DNS Remains a Critical Focus Area for Security Professionals

San Mateo, October 25 – NetSTAR has partnered with a leading, global cyber intelligence data firm to enhance their insights around DNS as a threat vector. Leveraging key internet traffic data collected by this company, NetSTAR has increased their visibility into DNS server logs and performance. Increased visibility into DNS traffic is a must in today’s security climate.

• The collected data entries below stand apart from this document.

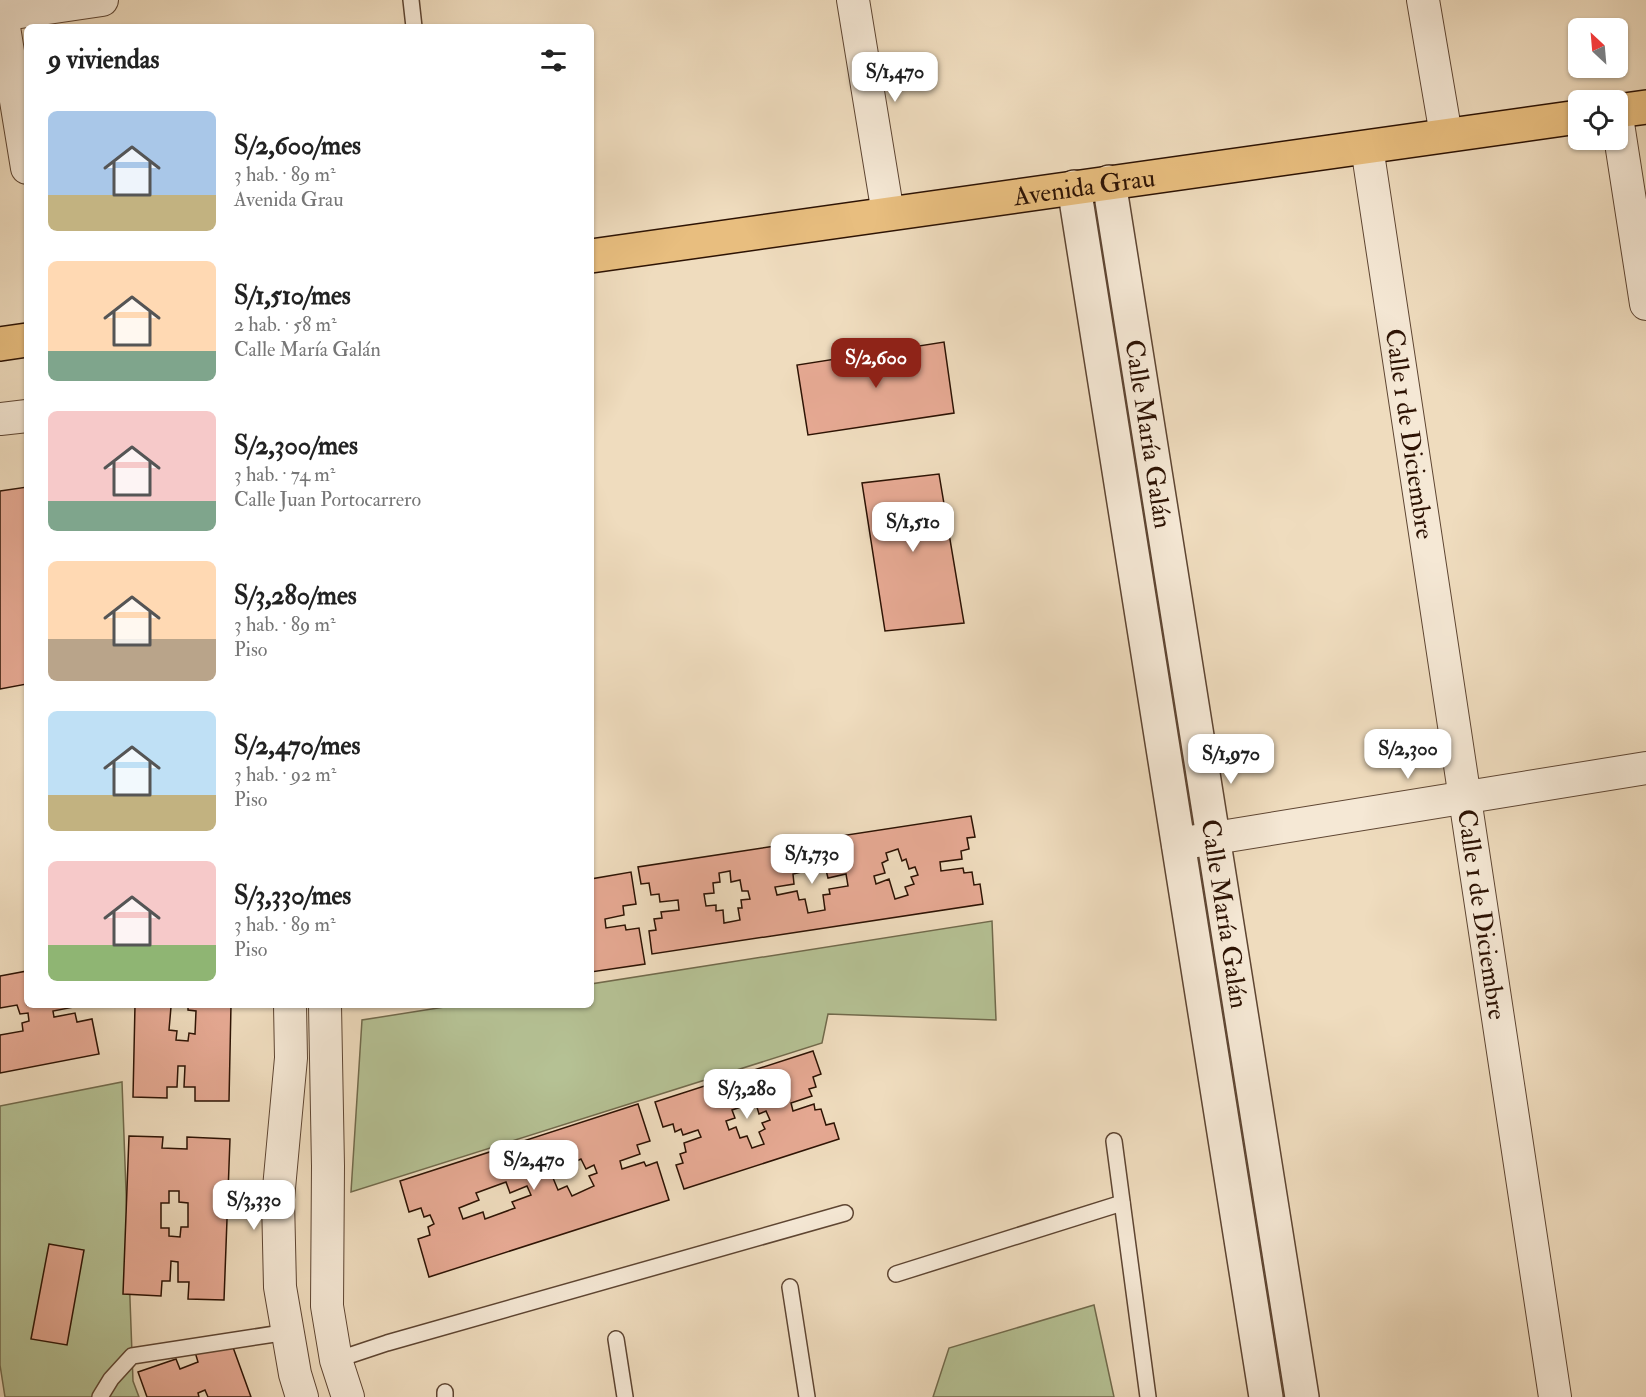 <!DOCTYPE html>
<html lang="es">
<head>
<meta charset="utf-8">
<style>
	body { margin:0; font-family:"IM FELL Double Pica",serif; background:#f6f6f6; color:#222; height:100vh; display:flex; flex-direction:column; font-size:22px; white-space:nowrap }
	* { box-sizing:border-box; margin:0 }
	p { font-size:20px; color:#767676 }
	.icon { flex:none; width:33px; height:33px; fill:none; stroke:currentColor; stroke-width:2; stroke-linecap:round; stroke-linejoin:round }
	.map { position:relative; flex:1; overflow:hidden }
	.details { position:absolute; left:24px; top:24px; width:570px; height:984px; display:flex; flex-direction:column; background:#fff; border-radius:9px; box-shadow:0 2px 4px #0004 }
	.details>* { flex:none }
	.needle { width:39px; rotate:334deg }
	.tools { position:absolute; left:1568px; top:18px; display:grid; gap:12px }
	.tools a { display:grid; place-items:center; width:60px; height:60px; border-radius:9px; background:#fff; box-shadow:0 2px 4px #0004; font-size:30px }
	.price { position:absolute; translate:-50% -51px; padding:0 14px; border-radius:12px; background:#fff; color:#222; font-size:20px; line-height:39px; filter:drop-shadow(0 2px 3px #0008) }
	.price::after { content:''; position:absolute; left:50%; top:36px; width:18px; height:14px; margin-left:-9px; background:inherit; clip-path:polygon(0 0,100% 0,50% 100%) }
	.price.active { background:#8f2418; color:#fff }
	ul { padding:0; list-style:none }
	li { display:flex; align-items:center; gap:18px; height:150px; padding:0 24px }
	li span { display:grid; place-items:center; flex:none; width:168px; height:120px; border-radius:9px; color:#555 }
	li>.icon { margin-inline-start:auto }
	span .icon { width:72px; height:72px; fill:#fffc; stroke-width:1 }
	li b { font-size:26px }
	h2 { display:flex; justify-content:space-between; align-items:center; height:72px; padding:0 24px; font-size:26px }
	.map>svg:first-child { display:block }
	.green { fill:#b5c194; stroke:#716a4c; stroke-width:1.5 }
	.building { fill:#e6a993; stroke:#2d1304; stroke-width:1.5; fill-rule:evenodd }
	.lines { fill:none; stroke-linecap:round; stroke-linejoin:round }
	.service-casing { stroke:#5e4532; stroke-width:18 }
	.minor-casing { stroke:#5e4532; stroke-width:34 }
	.tertiary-casing { stroke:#5e4532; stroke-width:36 }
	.primary-casing { stroke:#2d1304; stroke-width:36 }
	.service { stroke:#f5e8d5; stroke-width:15 }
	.minor { stroke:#f5e8d5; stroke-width:32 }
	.tertiary { stroke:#f5e8d5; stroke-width:33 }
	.primary { stroke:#e8be7f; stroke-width:33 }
	.labels { text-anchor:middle; stroke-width:4.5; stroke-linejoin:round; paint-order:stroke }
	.street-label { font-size:26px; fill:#2d1304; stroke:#f5e8d5 }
</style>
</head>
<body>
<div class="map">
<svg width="1646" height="1397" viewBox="0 0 1646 1397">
	<rect width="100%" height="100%" fill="#efdcbe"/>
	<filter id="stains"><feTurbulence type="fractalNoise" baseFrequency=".00333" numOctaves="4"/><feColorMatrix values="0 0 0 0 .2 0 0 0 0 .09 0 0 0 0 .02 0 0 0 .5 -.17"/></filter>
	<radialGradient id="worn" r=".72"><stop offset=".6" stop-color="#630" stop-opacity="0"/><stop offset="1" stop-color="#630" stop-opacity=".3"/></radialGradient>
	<!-- green -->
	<g class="green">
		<path d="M992 921 996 1020 828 1014 822 1043 351 1192 362 1020 457 1005H591V984Z"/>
		<path d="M122 1082 133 1381 139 1397H5L0 1365V1106Z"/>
		<path d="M1094 1305 1114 1397H933L949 1348Z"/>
	</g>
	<!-- building -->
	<g class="building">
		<path d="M944 342 954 413 808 435 797 365Z"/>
		<path d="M939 474 964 623 885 631 862 483Z"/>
		<path d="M27 487V684L0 689V491Z"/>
		<path d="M971 816 975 837 967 838 969 849 961 851 962 859 940 862 941 871 963 868 964 873 972 872 974 885 980 884 983 904 652 954 649 931 656 930 654 919 662 918 661 912 679 910 678 900 660 902 659 894 651 895 649 883 641 884 638 867ZM898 849 902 861 906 859 909 869 915 867 918 875 911 877 914 884 905 887 908 895 895 899 889 879 876 884 874 876 885 873 882 863 888 860 886 853ZM817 860 818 871 826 870 828 878 846 874 848 886 829 889 830 894 823 895 825 910 808 913 805 899 799 900 797 891 777 895 775 887 794 884 793 874 802 872 800 863ZM730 871 731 882 740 880 742 891H748L750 899 741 900 742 908H738L740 920 724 923 723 910 716 911V905L706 906 704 894 714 893 713 883 720 882 719 873Z"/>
		<path d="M631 872 636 904 623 906 624 915 605 919 606 928 625 925 626 930 639 928 645 964 591 972V879Z"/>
		<path d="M27 971V1005H74V1007L53 1011 54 1017 75 1013 77 1022 92 1019 99 1054 0 1073V1035L23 1031 22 1023 29 1021 28 1013 20 1014 17 1005 0 1008V976Z"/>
		<path d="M135 1005H179L178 1007H171L169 1030 177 1031 176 1040 188 1041 189 1033 195 1034 196 1011 188 1010V1005H231L229 1101H195V1087H184L185 1066H178L177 1087H167V1098L133 1097Z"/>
		<path d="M813 1051 821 1074 813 1077 816 1087 809 1089 812 1096 791 1103 793 1111 814 1104 815 1110 821 1109 826 1125 834 1123 839 1139 684 1189 676 1165 683 1163 680 1154 686 1152 684 1143 701 1137 698 1130 683 1135 681 1129 675 1132 673 1124 663 1127 655 1102ZM746 1093 751 1106 756 1104 759 1114 766 1111 770 1120 762 1123 765 1129 759 1132 764 1144 752 1148 747 1136 740 1138 736 1127 729 1130 726 1121 735 1118 732 1110 738 1108 733 1097Z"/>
		<path d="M638 1104 650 1141 637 1145 640 1154 620 1161 622 1169 644 1162 646 1166 657 1162 669 1200 429 1277 418 1239 430 1235 428 1227 434 1224 430 1215 424 1217 421 1208 409 1212 400 1181ZM581 1159 586 1169 594 1165 597 1173 589 1176 594 1186 572 1196 567 1186 558 1190 553 1178 561 1175 559 1169ZM506 1182 510 1193 527 1186 531 1195 512 1202 515 1208 485 1219 483 1212 463 1219 459 1208 479 1200 476 1193Z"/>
		<path d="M129 1136 163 1137 162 1148 187 1149V1137L230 1139 224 1300 188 1299 189 1282H178V1262L171 1261 170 1281H162L161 1296 123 1294ZM169 1191H179V1202L188 1203V1227H181L180 1237 169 1236V1228H161V1203H169Z"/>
		<path d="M49 1244 84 1250 67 1345 31 1339Z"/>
		<path d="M230 1339 251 1397H208L205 1390 198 1393 199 1397H147L138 1372 176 1359 180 1369 198 1362 195 1352Z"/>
	</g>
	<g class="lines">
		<defs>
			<g id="service">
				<path d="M411 0 414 27"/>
				<path d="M1114 1141 1148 1397"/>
				<path d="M896 1274 1122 1203"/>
				<path d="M790 1287 807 1397"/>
				<path d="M616 1339 625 1397"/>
				<path d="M336 1360 387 1343 845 1213"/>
				<path d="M445 1392V1397"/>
				<path d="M100 1397 111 1379 132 1356 288 1332"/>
			</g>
			<g id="minor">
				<path d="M853 0 888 214"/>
				<path d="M1423 0 1446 135"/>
				<path d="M0 15 102 0"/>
				<path d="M2 15 27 168"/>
				<path d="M1617 117 1646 304"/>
				<path id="s1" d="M1367 147 1555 1397"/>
				<path d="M0 419 27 416"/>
				<path d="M1178 844 1646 768"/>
				<path d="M290 1005 291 1058 278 1199 280 1287 295 1374 302 1397"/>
				<path d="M325 1005 328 1166 327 1306 336 1360 348 1397"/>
			</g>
			<g id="tertiary">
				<path id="s2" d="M1109 182 1302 1397"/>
				<path d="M1074 187 1266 1397"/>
			</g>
			<g id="primary">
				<path d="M1617 111 1646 107"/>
				<path id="s3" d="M591 256 1578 117"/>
				<path d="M0 344 27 340"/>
			</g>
		</defs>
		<!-- service casing -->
		<use href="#service" class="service-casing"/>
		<!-- minor casing -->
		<use href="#minor" class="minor-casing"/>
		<!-- tertiary casing -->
		<use href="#tertiary" class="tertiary-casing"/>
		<!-- primary casing -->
		<use href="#primary" class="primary-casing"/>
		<!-- service -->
		<use href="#service" class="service"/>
		<!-- minor -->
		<use href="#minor" class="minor"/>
		<!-- tertiary -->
		<use href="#tertiary" class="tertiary"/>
		<!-- primary -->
		<use href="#primary" class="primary"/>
	</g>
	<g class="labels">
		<!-- street labels -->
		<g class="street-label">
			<text dy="9" stroke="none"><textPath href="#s3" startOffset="498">Avenida Grau</textPath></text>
			<text dy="9" stroke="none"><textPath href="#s2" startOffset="255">Calle María Galán</textPath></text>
			<text dy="9" stroke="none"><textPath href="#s1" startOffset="290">Calle 1 de Diciembre</textPath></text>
			<text dy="9" stroke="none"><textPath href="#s2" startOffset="741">Calle María Galán</textPath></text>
			<text dy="9" stroke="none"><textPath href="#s1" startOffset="776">Calle 1 de Diciembre</textPath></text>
		</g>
	</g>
	<rect width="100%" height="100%" filter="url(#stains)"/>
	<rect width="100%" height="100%" fill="url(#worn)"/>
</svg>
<div class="tools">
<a><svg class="needle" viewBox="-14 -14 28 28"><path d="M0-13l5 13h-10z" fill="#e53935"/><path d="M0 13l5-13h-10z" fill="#767676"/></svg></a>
<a><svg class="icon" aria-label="locate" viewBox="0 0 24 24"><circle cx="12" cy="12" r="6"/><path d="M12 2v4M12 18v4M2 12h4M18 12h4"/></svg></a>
</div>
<b class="price" style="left:895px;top:103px">S/1,470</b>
<b class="price active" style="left:876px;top:389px">S/2,600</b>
<b class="price" style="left:913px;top:553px">S/1,510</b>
<b class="price" style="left:1408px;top:780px">S/2,300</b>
<b class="price" style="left:1231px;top:785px">S/1,970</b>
<b class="price" style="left:812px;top:885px">S/1,730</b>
<b class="price" style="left:747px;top:1120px">S/3,280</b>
<b class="price" style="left:534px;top:1191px">S/2,470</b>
<b class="price" style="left:254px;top:1231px">S/3,330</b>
<section class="details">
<h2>9 viviendas<svg class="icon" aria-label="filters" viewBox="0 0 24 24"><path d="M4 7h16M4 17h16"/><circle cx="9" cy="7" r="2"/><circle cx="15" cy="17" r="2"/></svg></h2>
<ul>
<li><span style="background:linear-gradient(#a9c7e8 70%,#c2b280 0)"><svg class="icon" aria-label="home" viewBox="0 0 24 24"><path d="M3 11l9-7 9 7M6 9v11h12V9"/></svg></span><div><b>S/2,600/mes</b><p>3 hab. · 89 m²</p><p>Avenida Grau</p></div></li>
<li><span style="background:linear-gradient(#ffd9b3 75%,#7fa58c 0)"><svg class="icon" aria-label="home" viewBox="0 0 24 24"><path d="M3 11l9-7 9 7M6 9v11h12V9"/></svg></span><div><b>S/1,510/mes</b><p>2 hab. · 58 m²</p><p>Calle María Galán</p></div></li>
<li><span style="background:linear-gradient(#f6c9c9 75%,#7fa58c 0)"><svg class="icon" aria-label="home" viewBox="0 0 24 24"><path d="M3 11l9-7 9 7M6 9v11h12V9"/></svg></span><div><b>S/2,300/mes</b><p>3 hab. · 74 m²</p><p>Calle Juan Portocarrero</p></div></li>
<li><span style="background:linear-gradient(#ffd9b3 65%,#b9a48a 0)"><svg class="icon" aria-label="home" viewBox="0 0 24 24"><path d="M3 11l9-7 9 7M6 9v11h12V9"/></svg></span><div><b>S/3,280/mes</b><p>3 hab. · 89 m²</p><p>Piso</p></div></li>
<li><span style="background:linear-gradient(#bfe0f5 70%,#c2b280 0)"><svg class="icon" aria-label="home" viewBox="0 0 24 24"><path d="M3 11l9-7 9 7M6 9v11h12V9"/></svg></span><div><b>S/2,470/mes</b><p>3 hab. · 92 m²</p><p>Piso</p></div></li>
<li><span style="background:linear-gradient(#f6c9c9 70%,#8fb573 0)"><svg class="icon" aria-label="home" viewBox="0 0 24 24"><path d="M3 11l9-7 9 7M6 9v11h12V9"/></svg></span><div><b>S/3,330/mes</b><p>3 hab. · 89 m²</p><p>Piso</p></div></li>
</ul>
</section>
</div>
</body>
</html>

DNS is a common threat vector, and one sometimes ignored by internet and network security professionals. DNS-based attacks may include:

  • Cache poisoning (spoofing): the most common DNS attack, cache poisoning involves injecting malicious data into the DNS resolver cache to redirect users to impostor sites instead of desired sites, often as part of a phishing attack
  • Domain hijacking: an attack that modifies DNS servers and domain registrar data to direct traffic away from the domain to a phony site, often used to spoof payment pages and collect credit card or PayPal information
  • Distributed reflection DoS attacks: this attack type uses ignorant 3rd party resolvers and spoofed source addresses to drive a DoS attack, often involving botnets to amplify the attack effect
  • DNS tunneling: an attack that leverages DNS communication to bypass firewalls while tunneling protocols such as SSL and TCP, with the intent of data exfiltration, malicious data transfer, or remote control of a compromised host
  • DNS hijack/redirect attacks: in this attack, malware changes TCP/IP configuration settings to point to a rogue DNS server and redirect users to impostor sites
  • Random subdomain attacks: another type of DoS attack involving botnets, wherein hosts send DNS requests for non-existent subdomains to an authoritative DNS that hosts the main domain name in an attempt to exhaust DNS outstanding query limits
  • NXDOMAIN attacks: similar to a random subdomain attack, this type of attack includes a flood of queries from remote DNS clients to a DNS server for non-existing domains
  • Phantom domain attacks: an attack that saturates a DNS resolver with requests for multiple domains that will never respond to the DNS server or will respond very slowly
  • TCP SYN attacks: in this attack, the three-way handshake that initiates a TCP connection is exploited as spoofed SYN packets are sent, and the server wastes resources sending acknowledgments to bogus destinations which are never answered
  • Domain lockup attacks: in this attack type, attackers set up resolvers and domains to establish TCP connections with DNS resolvers, and upon receipt of requests from the DNS resolver these domains send delayed and random packets to the server to exhaust DNS server resources

Steve Earnshaw, NetSTAR Vice President of Product Management, explains: “The biggest challenge impacting internet security today is having visibility into the actual traffic flows of the internet. And with DNS-based attacks on the rise, nowhere is this more necessary than with DNS traffic. More and more organizations are relying on AI and machine learning, which does address security issues in part. But having people who can review DNS footprints from recursive to authoritative DNS logs and perform other tasks is critical, too.”

NetSTAR has human review teams in place around the globe, working 24/7 to continuously improve our visibility into the internet.